More formally, we want to write a method that efficiently answers the query: Given a budget of D dollars, find all laptops whose price is at most D.

If we sort all laptops by price, we can use binary search to identify the first laptop in the sorted list within a price larger than D. We need to make sure that our binary search finds the first one on the list.
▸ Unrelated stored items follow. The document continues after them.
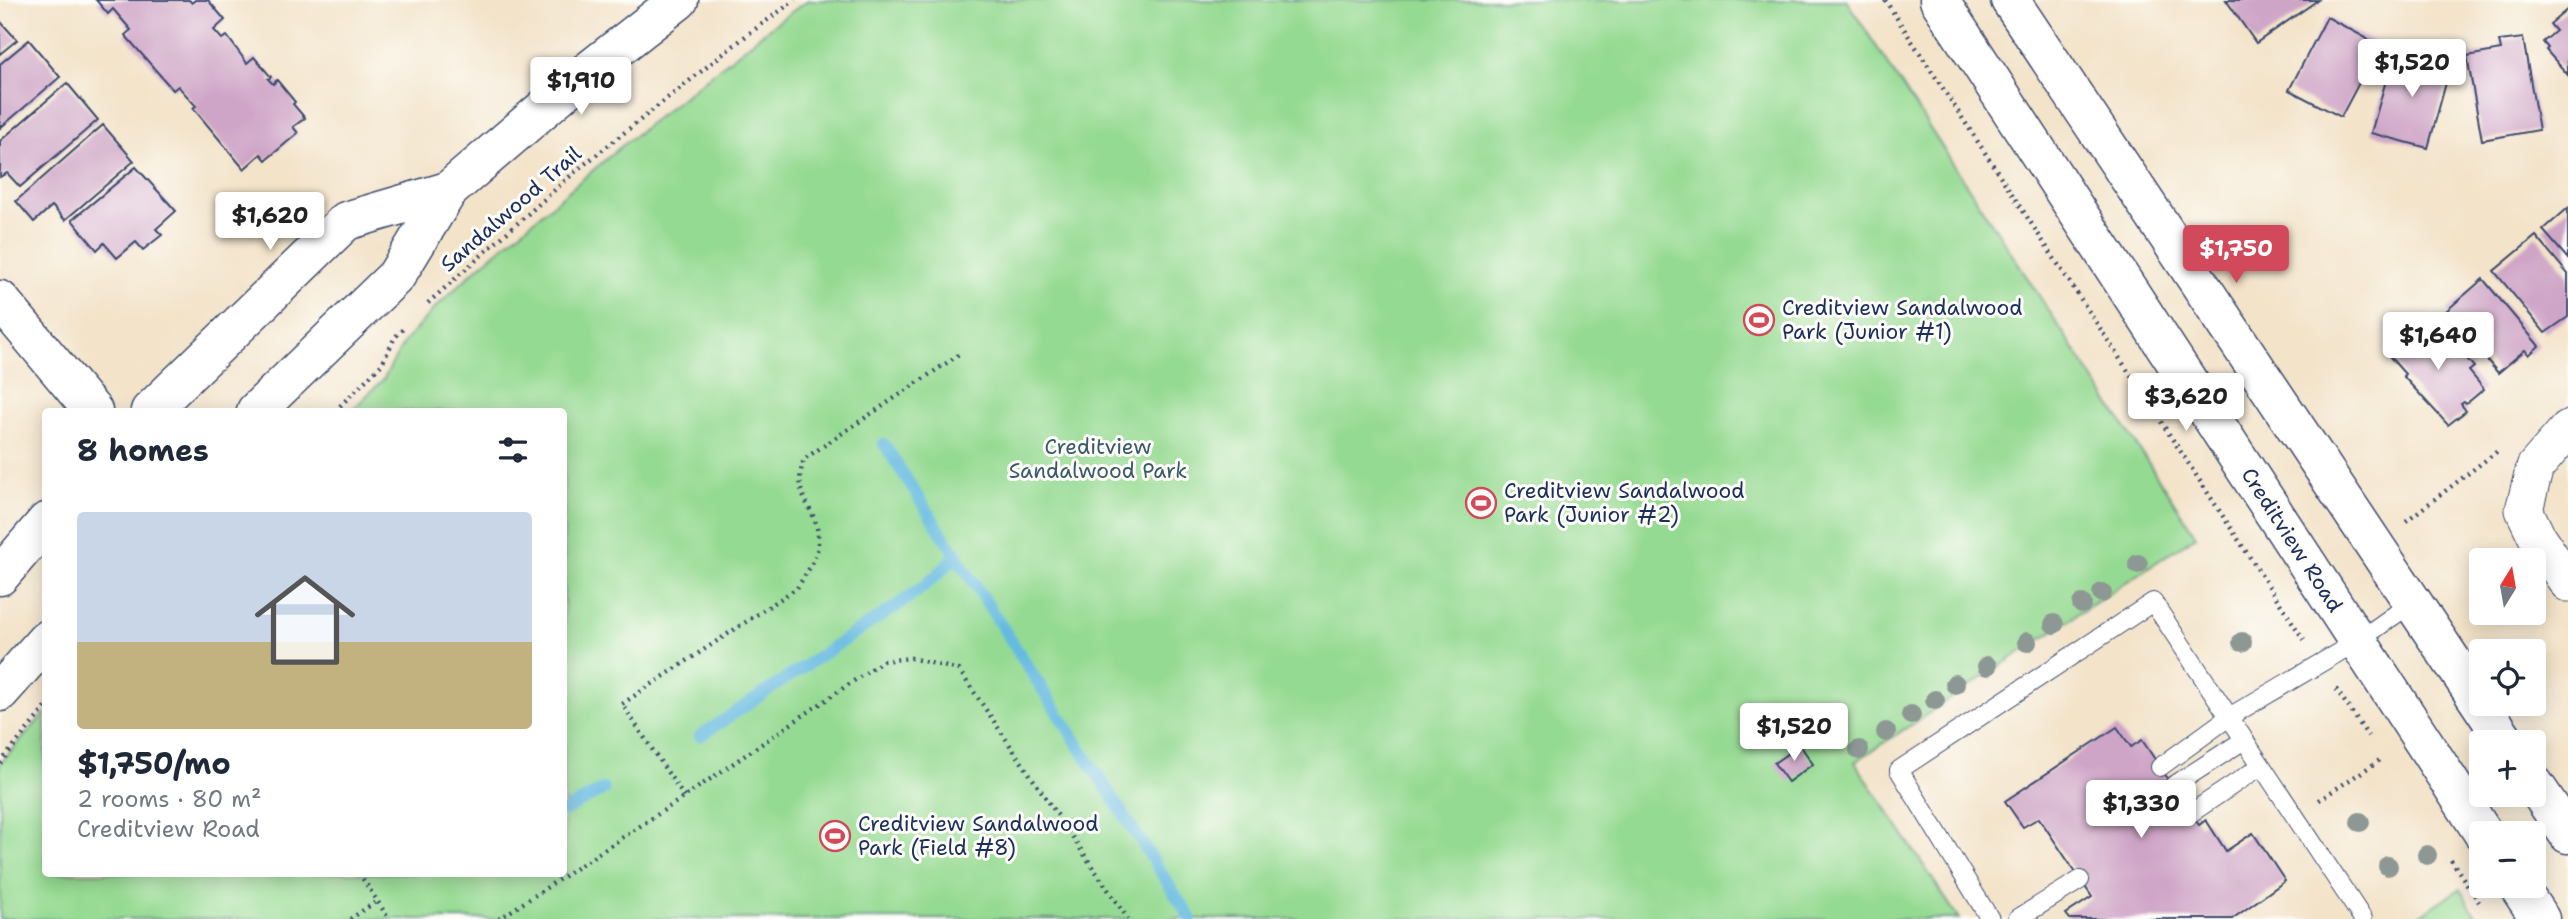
<!DOCTYPE html>
<html lang="en">
<head>
<meta charset="utf-8">
<style>
  :root { --surface:#fff; --page:#f6f6f7; --text:#1f2937; --muted:#747a83; --line:#e0e1e3; --accent:#d1495b }
  body { margin:0; font-family:"Shantell Sans",sans-serif; background:var(--page); color:var(--text); height:100vh; display:flex; flex-direction:column; font-size:26px; white-space:nowrap }
  * { box-sizing:border-box; margin:0 }
  p { font-size:23px; color:var(--muted) }
  .icon { flex:none; width:38px; height:38px; fill:none; stroke:currentColor; stroke-width:2; stroke-linecap:round; stroke-linejoin:round }
  .map { position:relative; flex:1; overflow:hidden }
  .panel { position:absolute; left:42px; top:408px; width:525px; height:469px; display:flex; flex-direction:column; background:var(--surface); border-radius:7px; box-shadow:0 4px 18px #0003 }
  .panel>* { flex:none }
  .needle { width:46px; rotate:11deg }
  .buttons { position:absolute; left:2469px; top:548px; display:grid; gap:14px }
  .buttons a { display:grid; place-items:center; width:77px; height:77px; border-radius:7px; background:var(--surface); box-shadow:0 4px 18px #0003; font-size:35px }
  .price { position:absolute; translate:-50% -60px; padding:0 16px; border-radius:7px; background:#fff; color:#222; font-size:23px; line-height:46px; filter:drop-shadow(0 2px 4px #0008) }
  .price::after { content:''; position:absolute; left:50%; top:42px; width:21px; height:16px; margin-left:-10px; background:inherit; clip-path:polygon(0 0,100% 0,50% 100%) }
  .price.on { background:var(--accent); color:#fff }
  ul { padding:0; list-style:none }
  li { display:grid; align-content:center; gap:14px; height:371px; padding:0 35px }
  li+li { border-top:2px solid var(--line) }
  li span { display:grid; place-items:center; height:217px; border-radius:7px; color:#555 }
  li>.icon { margin-inline-start:auto }
  span .icon { width:126px; height:126px; fill:#fffc; stroke-width:1 }
  li b { font-size:30px }
  h2 { display:flex; justify-content:space-between; align-items:center; height:84px; padding:0 35px; font-size:30px }
  .map>svg:first-child { display:block }
  .green { fill:#95da92; stroke:#588478; stroke-width:2 }
  .lines { fill:none; stroke-linecap:round; stroke-linejoin:round }
  .stream { stroke:#65bae1; stroke-width:12 }
  .building { fill:#cfa5c7 }
  .lane-casing { stroke:#3b4a6e; stroke-width:20 }
  .street-casing { stroke:#3b4a6e; stroke-width:39 }
  .secondary-casing { stroke:#3b4a6e; stroke-width:41 }
  .path { stroke:#3b4a6e; stroke-width:4.5; stroke-dasharray:2 5; stroke-linecap:butt }
  .lane { stroke:#fff; stroke-width:18 }
  .street { stroke:#fff; stroke-width:37 }
  .secondary { stroke:#fff; stroke-width:38 }
  .tree { fill:#8d9895 }
  .labels { text-anchor:middle; stroke-width:6; stroke-linejoin:round; paint-order:stroke }
  .street-label { font-size:21px; fill:#1b2f5e; stroke:#fdfcf7 }
  .poi-label { font-size:21px; fill:#1b2f5e; stroke:#fdfcf7; text-anchor:start }
  .park-label { font-size:21px; fill:#3a5a6b; stroke:#fdfcf7 }
</style>
</head>
<body>
<div class="map">
<svg width="2568" height="919" viewBox="0 0 2568 919">
  <rect width="100%" height="100%" fill="#fdfcf7"/>
  <filter id="ink" filterUnits="userSpaceOnUse"><feTurbulence type="fractalNoise" baseFrequency=".0143" numOctaves="2"/><feDisplacementMap in="SourceGraphic" scale="14" xChannelSelector="R" yChannelSelector="G"/><feConvolveMatrix kernelMatrix="1 2 1 2 8 2 1 2 1" color-interpolation-filters="sRGB"/></filter>
  <filter id="wash" filterUnits="userSpaceOnUse"><feTurbulence type="fractalNoise" baseFrequency=".00686" numOctaves="4" result="noise"/><feDisplacementMap in="SourceGraphic" scale="28" xChannelSelector="R" yChannelSelector="G"/><feGaussianBlur stdDeviation="1.57" result="paint"/><feColorMatrix in="noise" values="0 0 0 0 0 0 0 0 0 0 0 0 0 0 0 0 0 1.4 0 .05"/><feComposite in="paint" operator="in"/></filter>
  <g filter="url(#wash)">
    <rect width="100%" height="100%" fill="#f3e3c9"/>
    <g class="green">
      <path d="M 808,0 L 1846,0 L 2196,536 L 1855,762 L 1959,919 L 0,919 L 0,764 L 45,713 L 46,873 L 564,873 L 564,411 L 351,411 L 383,380 L 405,341 L 433,310 L 474,271 L 624,144 L 768,29 Z"/>
      <path d="M 2460,889 L 2478,919 L 2414,919 Z"/>
    </g>
    <g class="lines">
      <g class="stream">
        <path d="M 884,444 L 1191,919"/>
        <path d="M 700,736 C 749,703 798,671 847,638 C 884,614 928,589 957,554"/>
        <path d="M 564,811 L 604,789"/>
      </g>
    </g>
    <g id="blocks">
      <g class="building">
        <path d="M 96,0 L 189,0 L 192,3 L 195,0 L 208,0 L 225,20 L 214,30 L 222,39 L 227,36 L 247,63 L 254,57 L 271,77 L 268,79 L 273,84 L 277,80 L 295,102 L 293,104 L 305,118 L 293,127 L 298,133 L 266,160 L 261,154 L 244,169 L 193,108 L 196,106 L 178,86 L 173,90 L 125,35 L 131,30 L 113,9 L 108,14 Z"/>
        <path d="M 2226,0 L 2318,0 L 2256,43 Z"/>
        <path d="M 2568,9 L 2568,75 L 2546,50 L 2548,48 L 2543,42 L 2556,31 L 2550,24 Z"/>
        <path d="M 2327,17 L 2379,45 L 2341,117 L 2289,90 Z"/>
        <path d="M 0,21 L 17,40 L 0,54 Z"/>
        <path d="M 2523,38 L 2539,130 L 2482,140 L 2467,56 L 2501,50 L 2499,41 Z"/>
        <path d="M 29,40 L 60,77 L 0,128 L 0,64 Z"/>
        <path d="M 2394,52 L 2427,61 L 2429,55 L 2452,61 L 2428,148 L 2371,133 Z"/>
        <path d="M 67,83 L 98,120 L 20,187 L 7,173 L 0,177 L 0,141 Z"/>
        <path d="M 103,125 L 134,161 L 65,220 L 52,206 L 34,222 L 16,201 Z"/>
        <path d="M 136,167 L 176,211 L 156,229 L 162,235 L 143,250 L 136,242 L 117,258 L 104,243 L 97,250 L 72,220 Z"/>
        <path d="M 2568,208 L 2568,259 L 2543,230 Z"/>
        <path d="M 2536,236 L 2568,274 L 2568,317 L 2545,333 L 2494,271 Z"/>
        <path d="M 2483,279 L 2539,346 L 2529,355 L 2525,350 L 2498,373 L 2446,311 Z"/>
        <path d="M 2435,320 L 2474,367 L 2469,371 L 2484,389 L 2466,404 L 2464,402 L 2461,404 L 2466,411 L 2448,425 L 2403,376 L 2405,374 L 2390,357 Z"/>
        <path d="M 2117,727 L 2131,747 L 2142,740 L 2199,825 L 2206,820 L 2226,851 L 2253,833 L 2285,881 L 2232,919 L 2070,919 L 2066,914 L 2092,897 L 2039,818 L 2023,827 L 2005,801 Z"/>
        <path d="M 1800,745 L 1813,764 L 1788,782 L 1774,763 Z"/>
      </g>
    </g>
  </g>
  <g filter="url(#ink)">
    <use href="#blocks" fill-opacity="0" stroke="#3b4a6e" stroke-width="2"/>
    <g class="lines">
      <g class="lane-casing">
        <g id="lane">
          <path d="M 2160,767 L 2229,717 L 2358,641 L 2413,602"/>
          <path d="M 2173,786 L 2244,740"/>
          <path d="M 2191,813 L 2261,766"/>
          <path d="M 1990,919 L 1899,770 L 2153,602 L 2363,919"/>
          <path d="M 2017,919 L 2080,880"/>
        </g>
      </g>
      <g class="street-casing">
        <path id="street" d="M 2568,429 L 2535,467 L 2524,510 L 2537,537 L 2568,583"/>
      </g>
      <g class="secondary-casing">
        <g id="secondary">
          <path d="M 1939,0 L 2483,833"/>
          <path d="M 2010,0 L 2506,742"/>
          <path d="M 0,300 L 93,411"/>
          <path d="M 150,411 L 346,221 L 448,191"/>
          <path d="M 256,411 L 396,276 L 448,191 L 582,76 L 679,0"/>
          <path d="M 0,576 L 46,522"/>
          <path d="M 0,692 L 46,640"/>
          <path d="M 2534,784 L 2568,834"/>
          <path d="M 2518,886 L 2540,919"/>
        </g>
      </g>
      <g class="path">
        <path d="M 1885,0 L 2304,640"/>
        <path d="M 428,303 L 576,171 L 747,35 L 795,0"/>
        <path d="M 335,411 L 382,364 L 395,337 L 405,327"/>
        <path d="M 2406,521 L 2499,450"/>
        <path d="M 2336,689 L 2368,736"/>
        <path d="M 0,763 L 46,707"/>
        <path d="M 684,797 L 622,704 L 797,588 C 805,575 818,558 818,543 C 820,505 790,502 804,459 L 960,354"/>
        <path d="M 2319,800 L 2383,758"/>
        <path d="M 2451,860 L 2479,902"/>
        <path d="M 359,873 L 389,919"/>
        <path d="M 350,919 L 377,901"/>
        <path d="M 499,919 L 684,797 L 883,661 L 911,658 L 959,670 L 1128,919"/>
      </g>
      <use href="#lane" class="lane"/>
      <use href="#street" class="street"/>
      <use href="#secondary" class="secondary"/>
    </g>
    <g class="tree">
      <circle cx="2138" cy="564" r="10"/>
      <circle cx="2102" cy="593" r="10"/>
      <circle cx="2082" cy="604" r="10"/>
      <circle cx="2054" cy="624" r="10"/>
      <circle cx="2027" cy="642" r="10"/>
      <circle cx="2242" cy="642" r="10"/>
      <circle cx="1987" cy="666" r="10"/>
      <circle cx="1955" cy="684" r="10"/>
      <circle cx="1935" cy="700" r="10"/>
      <circle cx="1911" cy="715" r="10"/>
      <circle cx="1886" cy="732" r="10"/>
      <circle cx="1859" cy="750" r="10"/>
      <circle cx="2360" cy="822" r="10"/>
      <circle cx="2427" cy="855" r="10"/>
      <circle cx="2388" cy="866" r="10"/>
    </g>
  </g>
  <defs>
    <g id="stadium-ring" transform="scale(1.575)"><circle r="9.5" fill="#fdfcf7" stroke="#d1495b" stroke-width="1.5"/><path d="M0-5a6.5 5 0 1 0 0 10a6.5 5 0 1 0 0-10ZM-3.5-1.8h7v3.6h-7Z" fill="#d1495b"/></g>
  </defs>
  <g fill-rule="evenodd">
    <use href="#stadium-ring" x="1759" y="320"/>
    <use href="#stadium-ring" x="1481" y="503"/>
    <use href="#stadium-ring" x="835" y="836"/>
  </g>
  <g class="labels">
    <g class="street-label">
      <text transform="translate(511 209) rotate(-41)" y="7">Sandalwood Trail</text>
      <text transform="translate(2292 540) rotate(57)" y="7">Creditview Road</text>
    </g>
    <g class="poi-label">
      <text x="1782" y="315">Creditview Sandalwood<tspan x="1782" dy="24">Park (Junior #1)</tspan></text>
      <text x="1504" y="498">Creditview Sandalwood<tspan x="1504" dy="24">Park (Junior #2)</tspan></text>
      <text x="858" y="831">Creditview Sandalwood<tspan x="858" dy="24">Park (Field #8)</tspan></text>
    </g>
    <g class="park-label">
      <text x="1098" y="454">Creditview<tspan x="1098" dy="24">Sandalwood Park</tspan></text>
    </g>
  </g>
</svg>
<div class="buttons">
<a><svg class="needle" viewBox="-14 -14 28 28"><path d="M0-13l5 13h-10z" fill="#e53935"/><path d="M0 13l5-13h-10z" fill="#747a83"/></svg></a>
<a><svg class="icon" aria-label="locate" viewBox="0 0 24 24"><circle cx="12" cy="12" r="6"/><path d="M12 2v4M12 18v4M2 12h4M18 12h4"/></svg></a>
<a>+</a>
<a>−</a>
</div>
<b class="price" style="left:2412px;top:99px">$1,520</b>
<b class="price" style="left:581px;top:117px">$1,910</b>
<b class="price" style="left:270px;top:252px">$1,620</b>
<b class="price on" style="left:2236px;top:285px">$1,750</b>
<b class="price" style="left:2438px;top:372px">$1,640</b>
<b class="price" style="left:2186px;top:433px">$3,620</b>
<b class="price" style="left:1794px;top:763px">$1,520</b>
<b class="price" style="left:2141px;top:840px">$1,330</b>
<section class="panel">
<h2>8 homes<svg class="icon" aria-label="filters" viewBox="0 0 24 24"><path d="M4 7h16M4 17h16"/><circle cx="9" cy="7" r="2"/><circle cx="15" cy="17" r="2"/></svg></h2>
<ul>
<li><span style="background:linear-gradient(#c9d6e8 60%,#c2b280 0)"><svg class="icon" aria-label="home" viewBox="0 0 24 24"><path d="M3 11l9-7 9 7M6 9v11h12V9"/></svg></span><div><b>$1,750/mo</b><p>2 rooms · 80 m²</p><p>Creditview Road</p></div></li>
</ul>
</section>
</div>
</body>
</html>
Then, the result of the query will consist of all laptops whose index in the sorted list is smaller than the index of the first laptop whose price is higher than D dollars:

![nn](img/laptop_budget.png)

In [12]:
class Inventory():
    def __init__(self, csv_filename):
        with open(''.join(['dataset/', csv_filename]), encoding='latin-1') as open_file:
            read_file = csv.reader(open_file)
            rows = list(read_file)
        self.header = rows[0]
        self.rows = rows[1:]
        for row in self.rows:
            row[-1] = float(row[-1])
        self.id_to_row = {}
        for row in self.rows:
            self.id_to_row[row[0]] = row
        self.prices = set()
        for row in self.rows:
            price = float(row[-1])
            self.prices.add(price)
        self.rows_by_price = sorted(self.rows, key=lambda row : row[-1])
            
    def get_laptop_from_id(self, laptop_id):
        for row in self.rows:
            id = row[0]
            if id == laptop_id:
                return row
        return None
    
    def get_laptop_from_id_fast(self, laptop_id):
        if laptop_id in self.id_to_row:
            return self.id_to_row[laptop_id]
        return None
    
    def check_promotion_dollars(self, dollars):
        for row in self.rows:
            price = float(row[-1])
            if price == dollars:
                return True
        for i in range(len(self.rows)):
            for j in range(i, len(self.rows)):
                price1 = float(self.rows[i][-1])
                price2 = float(self.rows[j][-1])
                if price1 + price2 == dollars:
                    return True
        return False

    def check_promotion_dollars_fast(self, dollars):
        if dollars in self.prices:
            return True
        for price1 in self.prices:
            price2 = dollars - price1
            if price2 in self.prices:
                return True
        return False
    
    def find_first_laptop_more_expensive(self, target_price):
        range_start = 0                                   
        range_end = len(self.rows_by_price) - 1                       
        while range_start < range_end:
            range_middle = (range_end + range_start) // 2  
            price = self.rows_by_price[range_middle][-1]
            if price <= target_price:                                                     
                range_start = range_middle + 1             
            else:                                          
                range_end = range_middle
        price = self.rows_by_price[range_start][-1]
        if price <= target_price:                  
            return -1                                      
        return range_start

laptop_inven = Inventory('laptops.csv')
print('$1000:', laptop_inven.find_first_laptop_more_expensive(1000))
print('$10000:', laptop_inven.find_first_laptop_more_expensive(10000))

$1000: 683
$10000: -1


## Conclusion

In this guided project, we've learned that we can answer business questions more efficiently by preprocessing the data. We only explored three possible queries that we might want to do over the data. In general, we often have a lot of different datasets to process and queries to answer. Designing such a class for every type of data in a business and implementing specific query methods takes a lot of time.